The codes currently defined are:

0   NoErrorCode
1   TimeoutCode
2   BadInputCode
3   BadServerResponseCode
999 UnknownErrorCode

Debugging

response.ext.debug.httpcalls.{bidder} will be populated only if request.test was set to 1.

This contains info about every request and response sent by the bidder to its server. It is only returned on test bids for performance reasons, but may be useful during debugging.

response.ext.debug.resolvedrequest will be populated only if request.test was set to 1.

This contains the request after the resolution of stored requests and implicit information (e.g. site domain, device user agent).

Stored Requests

request.imp[i].ext.prebid.storedrequest incorporates a Stored Request from the server.

A typical storedrequest value looks like this:

{
  "id": "some-id"
}

For more information, see the docs for Stored Requests.

Cache bids

Bids can be temporarily cached on the server by sending the following data as request.ext.prebid.cache:

{
  "bids": {},
  "vastxml": {}
}

Both bids and vastxml are optional, but one of the two is required. Thils property will have no effect unless request.ext.prebid.targeting is also set in the request.
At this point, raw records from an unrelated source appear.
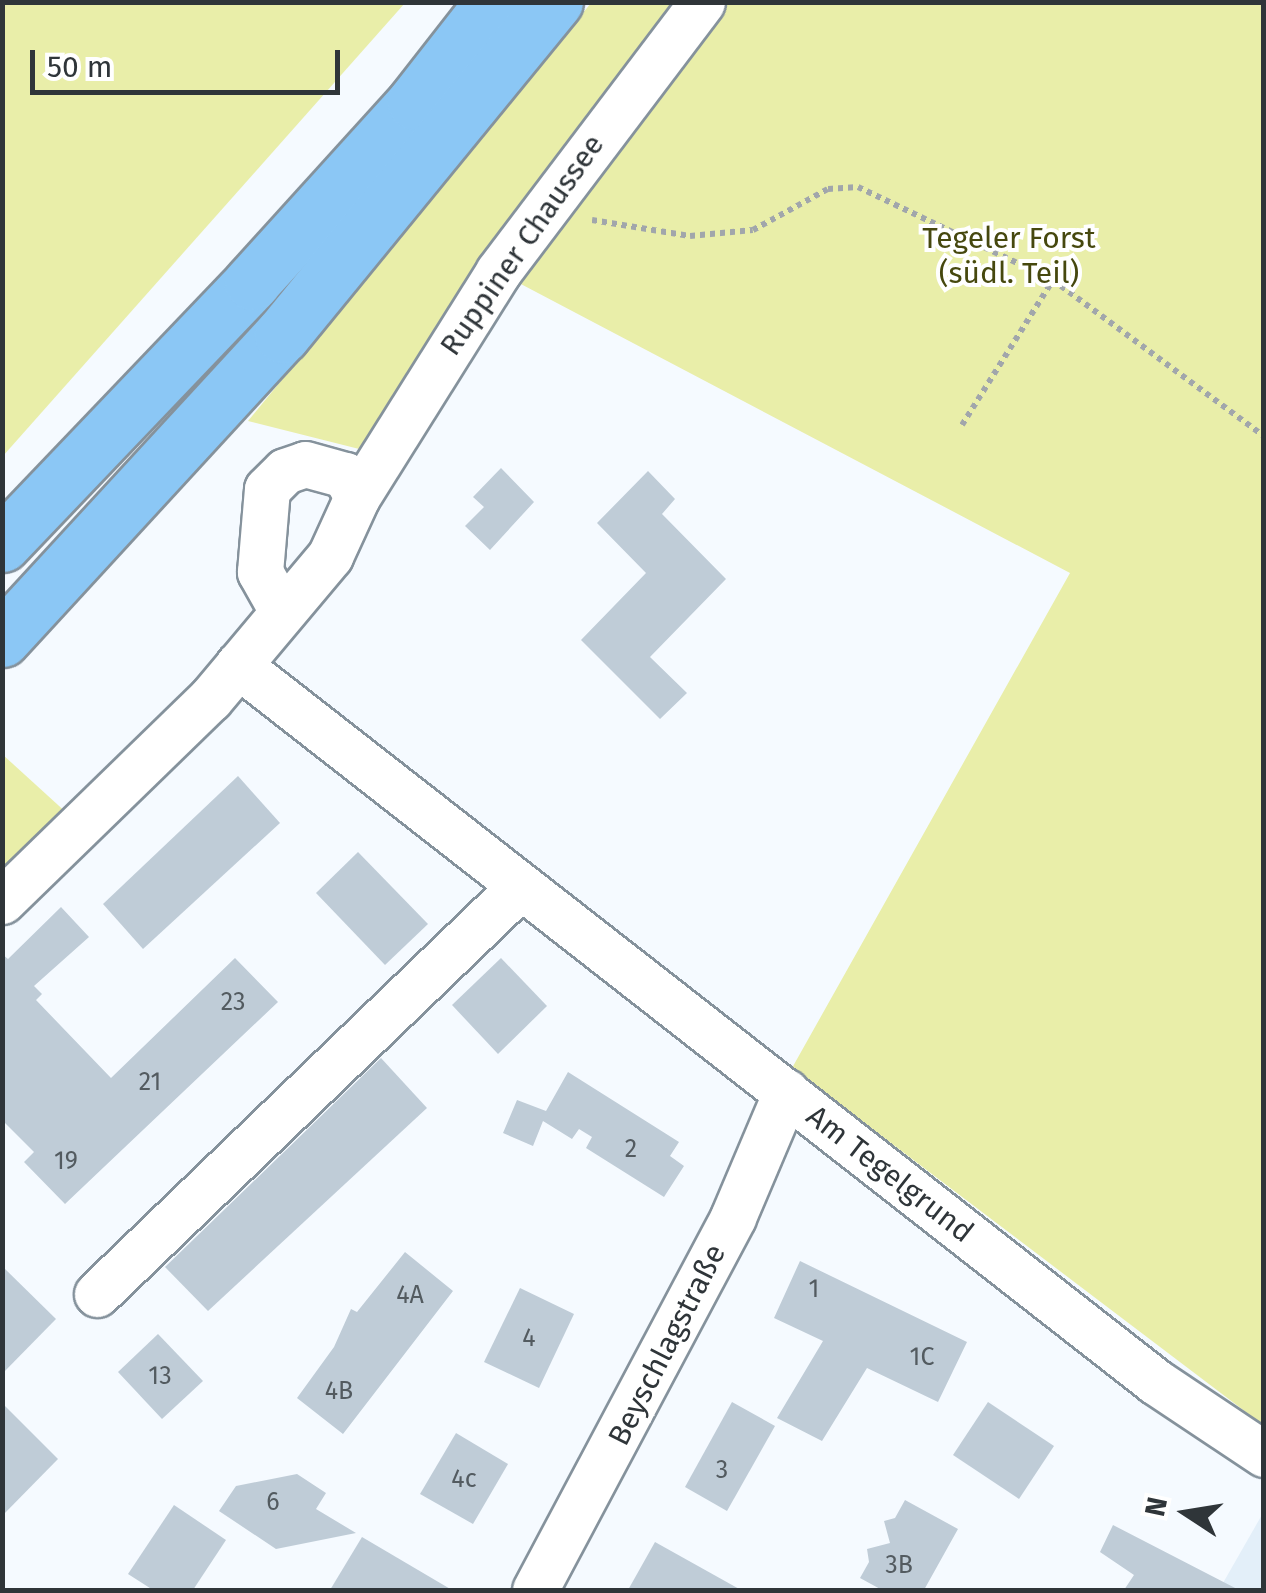 <!DOCTYPE html>
<html>
<head>
<meta charset="utf-8">
<style>
	body { margin:0 }
	#map { position:relative; width:1266px; height:1593px; overflow:hidden; background:#f5faff; font-family:"Fira Sans",sans-serif }
	div>[style] { position:absolute }
	[style*='--x'] { left:calc(var(--x)*1px); top:calc(var(--y)*1px); width:calc(var(--w)*1px); rotate:calc(var(--a)*1deg) }
	.built>* { inset:0; background:#e3eff9 }
	.green>* { inset:0; background:#e9eea9 }
	.building>* { inset:0; background:#bfccd7 }
	.path>* { height:6px; margin-top:-3px; transform-origin:0; background:repeating-linear-gradient(90deg,#a1a6ab 0 5px,transparent 0 10px) }
	.roads { filter:drop-shadow(2px 0 #85929c) drop-shadow(-2px 0 #85929c) drop-shadow(0 2px #85929c) drop-shadow(0 -2px #85929c) }
	.minor>* { height:45px; margin:-22.5px; padding:0 22.5px; transform-origin:22.5px; border-radius:22.5px; background:#fff }
	.highway>* { height:55px; margin:-27.5px; padding:0 27.5px; transform-origin:27.5px; border-radius:27.5px; background:#8bc7f5 }
	span { translate:-50% -50%; white-space:nowrap; text-align:center; line-height:1.15; -webkit-text-stroke:8px #fff; paint-order:stroke }
	.number-label { font-size:25px; color:#535b60 }
	.number-label span { -webkit-text-stroke-width:0 }
	.park-label { font-size:30px; color:#46480e }
	.street-label { font-size:30px; color:#2f3539 }
	.frame { position:absolute; inset:0; border:5px solid #2f3539; pointer-events:none }
	.north { position:absolute; left:1136px; top:1463px; width:100px; height:100px; -webkit-text-stroke:8px #fff; paint-order:stroke; rotate:282deg; font-size:28px; font-weight:700; line-height:40px; text-align:center; color:#2f3539 }
	.north::after { content:''; display:block; margin:auto; width:35px; height:45px; background:#2f3539; clip-path:polygon(50% 0,100% 100%,50% 72%,0 100%) }
	.scale { position:absolute; left:30px; top:50px; width:310px; height:45px; box-sizing:border-box; border:5px solid #2f3539; border-top:0; padding-left:12px; font-size:30px; line-height:35px; white-space:nowrap; color:#2f3539; -webkit-text-stroke:8px #fff; paint-order:stroke }
</style>
</head>
<body>
<div id="map">
	<div class="built">
		<div style="clip-path:polygon(1263px 1513px,1263px 1590px,1219px 1590px)"></div>
	</div>
	<div class="green">
		<div style="clip-path:polygon(3px 2px,405px 3px,3px 456px,2px 3px)"></div>
		<div style="clip-path:polygon(591px 3px,1263px 3px,1263px 1425px,792px 1068px,1070px 573px,498px 272px,383px 455px,248px 421px)"></div>
		<div style="clip-path:polygon(2px 754px,69px 815px,2px 878px)"></div>
	</div>
	<div class="building">
		<div style="clip-path:polygon(501px 468px,534px 502px,490px 550px,465px 526px,484px 507px,473px 497px)"></div>
		<div style="clip-path:polygon(648px 471px,675px 499px,662px 514px,726px 579px,650px 657px,687px 693px,660px 719px,581px 640px,646px 573px,597px 523px)"></div>
		<div style="clip-path:polygon(238px 776px,280px 823px,143px 949px,103px 904px)"></div>
		<div style="clip-path:polygon(358px 852px,428px 924px,385px 965px,316px 893px)"></div>
		<div style="clip-path:polygon(61px 907px,89px 937px,34px 986px,42px 994px,36px 1000px,111px 1078px,235px 958px,278px 1002px,65px 1204px,24px 1162px,34px 1152px,2px 1120px,2px 954px,8px 959px)"></div>
		<div style="clip-path:polygon(501px 958px,547px 1006px,498px 1054px,452px 1005px)"></div>
		<div style="clip-path:polygon(381px 1058px,427px 1108px,208px 1311px,165px 1267px)"></div>
		<div style="clip-path:polygon(568px 1072px,679px 1142px,670px 1156px,684px 1166px,664px 1197px,586px 1148px,592px 1137px,579px 1129px,572px 1139px,543px 1121px,533px 1146px,503px 1133px,517px 1100px,546px 1111px)"></div>
		<div style="clip-path:polygon(405px 1252px,453px 1291px,343px 1434px,297px 1398px,334px 1347px,351px 1309px,357px 1312px)"></div>
		<div style="clip-path:polygon(800px 1261px,967px 1342px,938px 1402px,867px 1368px,822px 1441px,777px 1418px,823px 1341px,774px 1318px)"></div>
		<div style="clip-path:polygon(2px 1266px,56px 1319px,2px 1374px)"></div>
		<div style="clip-path:polygon(520px 1288px,574px 1314px,539px 1388px,484px 1362px)"></div>
		<div style="clip-path:polygon(158px 1334px,203px 1381px,162px 1419px,118px 1372px)"></div>
		<div style="clip-path:polygon(732px 1402px,775px 1426px,727px 1511px,685px 1487px)"></div>
		<div style="clip-path:polygon(988px 1402px,1054px 1446px,1019px 1499px,953px 1455px)"></div>
		<div style="clip-path:polygon(2px 1403px,58px 1459px,2px 1516px)"></div>
		<div style="clip-path:polygon(456px 1433px,508px 1464px,473px 1524px,420px 1494px)"></div>
		<div style="clip-path:polygon(297px 1474px,326px 1493px,316px 1509px,356px 1533px,276px 1549px,219px 1511px,236px 1486px)"></div>
		<div style="clip-path:polygon(905px 1500px,958px 1529px,924px 1590px,882px 1590px,860px 1578px,869px 1562px,867px 1549px,890px 1543px,884px 1521px,895px 1518px)"></div>
		<div style="clip-path:polygon(174px 1505px,226px 1540px,193px 1590px,153px 1590px,128px 1574px)"></div>
		<div style="clip-path:polygon(1113px 1525px,1239px 1590px,1124px 1590px,1134px 1575px,1100px 1552px)"></div>
		<div style="clip-path:polygon(362px 1537px,452px 1590px,330px 1590px)"></div>
		<div style="clip-path:polygon(655px 1542px,741px 1590px,628px 1590px)"></div>
	</div>
	<div class="path">
		<div style="--x:592;--y:220;--w:99;--a:9.3"></div>
		<div style="--x:690;--y:236;--w:63;--a:-5.4"></div>
		<div style="--x:753;--y:230;--w:85;--a:-28.7"></div>
		<div style="--x:828;--y:189;--w:30;--a:-4"></div>
		<div style="--x:858;--y:187;--w:216;--a:25.5"></div>
		<div style="--x:1053;--y:280;--w:262;--a:36.5"></div>
		<div style="--x:962;--y:425;--w:171;--a:-57.9"></div>
	</div>
	<div class="roads">
		<div class="minor">
			<div style="--x:282;--y:611;--w:45;--a:-119.4"></div>
			<div style="--x:260;--y:572;--w:83;--a:-85.2"></div>
			<div style="--x:267;--y:489;--w:25;--a:-45"></div>
			<div style="--x:285;--y:471;--w:21;--a:-19"></div>
			<div style="--x:305;--y:464;--w:41;--a:15.4"></div>
			<div style="--x:345;--y:475;--w:25;--a:61"></div>
			<div style="--x:238;--y:665;--w:1165;--a:37.99"></div>
			<div style="--x:1156;--y:1382;--w:130;--a:33.7"></div>
			<div style="--x:2;--y:901;--w:290;--a:-44.2"></div>
			<div style="--x:210;--y:699;--w:187;--a:-50"></div>
			<div style="--x:330;--y:556;--w:65;--a:-65.4"></div>
			<div style="--x:357;--y:497;--w:266;--a:-57.9"></div>
			<div style="--x:498;--y:272;--w:338;--a:-52.9"></div>
			<div style="--x:97;--y:1294;--w:587;--a:-43.9"></div>
			<div style="--x:535;--y:1590;--w:422;--a:-62"></div>
			<div style="--x:733;--y:1217;--w:136;--a:-67"></div>
		</div>
		<div class="highway">
			<div style="--x:2;--y:544;--w:362;--a:-46.3"></div>
			<div style="--x:252;--y:282;--w:243;--a:-47.8"></div>
			<div style="--x:415;--y:102;--w:127;--a:-52"></div>
			<div style="--x:2;--y:639;--w:413;--a:-47.4"></div>
			<div style="--x:282;--y:335;--w:431;--a:-50.7"></div>
		</div>
	</div>
	<div class="number-label">
		<span style="left:233px;top:1002px">23</span>
		<span style="left:150px;top:1082px">21</span>
		<span style="left:631px;top:1149px">2</span>
		<span style="left:66px;top:1161px">19</span>
		<span style="left:814px;top:1289px">1</span>
		<span style="left:410px;top:1295px">4A</span>
		<span style="left:529px;top:1338px">4</span>
		<span style="left:922px;top:1357px">1C</span>
		<span style="left:160px;top:1376px">13</span>
		<span style="left:339px;top:1391px">4B</span>
		<span style="left:722px;top:1470px">3</span>
		<span style="left:464px;top:1479px">4c</span>
		<span style="left:273px;top:1502px">6</span>
		<span style="left:899px;top:1565px">3B</span>
	</div>
	<div class="park-label">
		<span style="left:1009px;top:255px">Tegeler Forst<br>(südl. Teil)</span>
	</div>
	<div class="street-label">
		<span style="left:522px;top:245px;rotate:-55deg">Ruppiner Chaussee</span>
		<span style="left:890px;top:1174px;rotate:38deg">Am Tegelgrund</span>
		<span style="left:667px;top:1345px;rotate:-63deg">Beyschlagstraße</span>
	</div>
	<div class="frame"></div>
	<div class="north">N</div>
	<div class="scale">50 m</div>
</div>
</body>
</html>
If bids is present, Prebid Server will make a best effort to include these extra bid.ext.prebid.targeting keys:

  • hb_cache_id: On the highest overall Bid in each Imp.
  • hb_cache_id_{bidderName}: On the highest Bid from {bidderName} in each Imp.

Clients should not assume that these keys will exist, just because they were requested, though. If they exist, the value will be a UUID which can be used to fetch Bid JSON from Prebid Cache. They may not exist if the host company’s cache is full, having connection problems, or other issues like that.

If vastxml is present, PBS will try to add analogous keys hb_uuid and hb_uuid_{bidderName}. In addition to the caveats above, these will exist only if the relevant Bids are for Video. If they exist, the values can be used to fetch the bid’s VAST XML from Prebid Cache directly.

These options are mainly intended for certain limited Prebid Mobile setups, where bids cannot be cached client-side.

GDPR

Prebid Server supports the IAB’s GDPR recommendations, which can be found here.

This adds two optional properties:

  • request.user.ext.consent: Is the consent string required by the IAB standards.
  • request.regs.ext.gdpr: Is 0 if the caller believes that the user is not under GDPR, 1 if the user is under GDPR, and undefined if we’re not certain.

These fields will be forwarded to each Bidder, so they can decide how to process them.

OpenRTB Differences

This section describes the ways in which Prebid Server breaks the OpenRTB spec.

Allowed Bidders

Prebid Server returns a 400 on requests which define wseat or bseat. We may add support for these in the future, if there’s compelling need.

Instead, an impression is only offered to a bidder if bidrequest.imp[i].ext.{bidderName} exists.

This supports publishers who want to sell different impressions to different bidders.

Deprecated Properties

This endpoint returns a 400 if the request contains deprecated properties (e.g. imp.wmin, imp.hmax).

The error message in the response should describe how to “fix” the request to make it legal. If the message is unclear, please log an issue or submit a pull request to improve it.

Determining Bid Security (http/https)

In the OpenRTB spec, request.imp[i].secure says:

Flag to indicate if the impression requires secure HTTPS URL creative assets and markup, where 0 = non-secure, 1 = secure. If omitted, the secure state is unknown, but non-secure HTTP support can be assumed.

In Prebid Server, an https request which does not define secure will be forwarded to Bidders with a 1. Publishers who run https sites and want insecure ads can still set this to 0 explicitly.